Stoch ist "wütend" über die populistische Petition, die einzig dazu da sei, "bei Eltern Ängste zu schüren". Das schafft sie auch deshalb, weil Initiator Stängle die an Menschenverachtung grenzenden Passagen geschickt weiter unten auf der Seite platziert hat. Weiter oben suggerieren Sätze wie "Wir unterstützen das Anliegen, Homosexuelle, Bisexuelle, Transgender, Transsexuelle und Intersexuelle nicht zu diskriminieren" einen differenzierten Umgang mit dem Thema.

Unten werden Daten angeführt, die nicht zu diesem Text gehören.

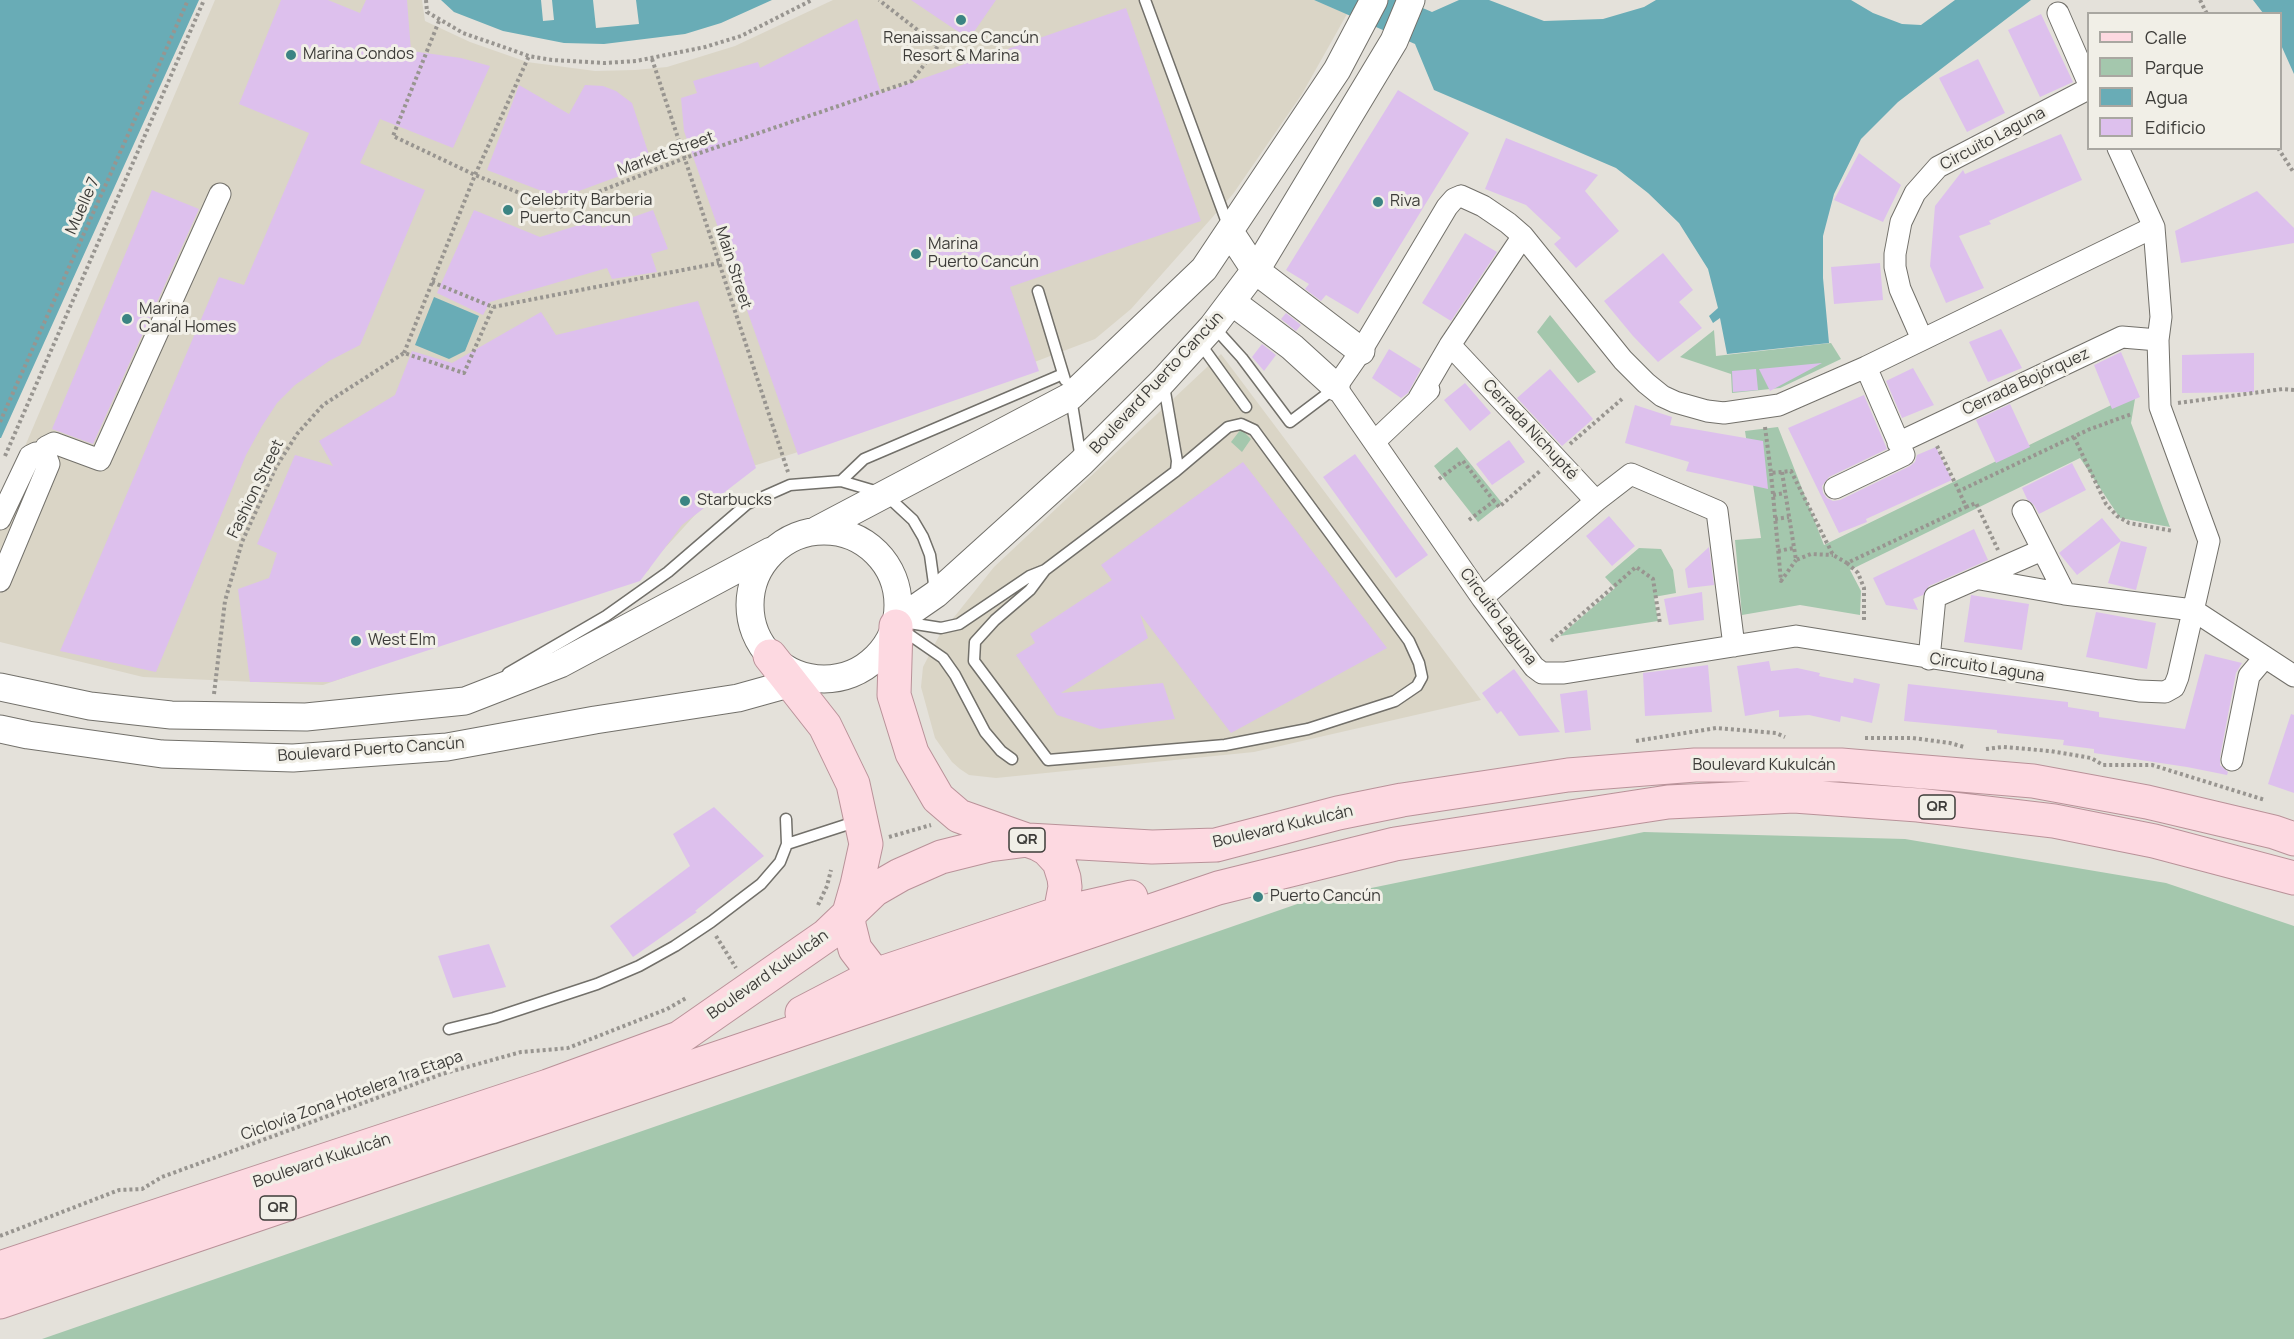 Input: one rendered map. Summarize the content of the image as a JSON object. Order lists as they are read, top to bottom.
{
  "streets": {
    "main road": ["Boulevard Kukulcán", "QR"],
    "street": [
      "Circuito Laguna",
      "Cerrada Bojórquez",
      "Boulevard Puerto Cancún",
      "Cerrada Nichupté"
    ],
    "path": [
      "Market Street",
      "Muelle 7",
      "Main Street",
      "Fashion Street",
      "Ciclovía Zona Hotelera 1ra Etapa"
    ]
  },
  "crossings": [
    ["Circuito Laguna", "Cerrada Bojórquez"],
    ["Market Street", "Main Street"]
  ],
  "places": [
    "Renaissance Cancún Resort & Marina",
    "Marina Condos",
    "Riva",
    "Celebrity Barberia Puerto Cancun",
    "Marina Puerto Cancún",
    "Marina Canal Homes",
    "Starbucks",
    "West Elm",
    "Puerto Cancún"
  ],
  "legend": [
    "Calle",
    "Parque",
    "Agua",
    "Edificio"
  ]
}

Davon hat sich augenscheinlich auch die baden-württembergische CDU täuschen lassen. Fraktionschef Peter Hauk sagte in Richtung der Landesregierung, es gebe keinen Anlass, die Petenten zu kritisieren. "Wenn man diese Diskussion um Toleranz im Bildungsplan führt, muss man auch tolerant gegenüber denjenigen sein, die dort andere Auffassungen vertreten."

Kritik an der Petition kommt mittlerweile nicht nur vom Kultusministerium, an breiter Front formiert sich Widerstand gegen den Widerstand. Unter anderem der Realschullehrerverband hat sich von seinem Mitglied Stängle und dessen Äußerungen ausdrücklich distanziert. Gegen den Pädagogen läuft außerdem eine Dienstaufsichtsbeschwerde: Beamte müssen sich an bestimmte Regeln halten - dazu gehört auch das Mäßigungsgebot.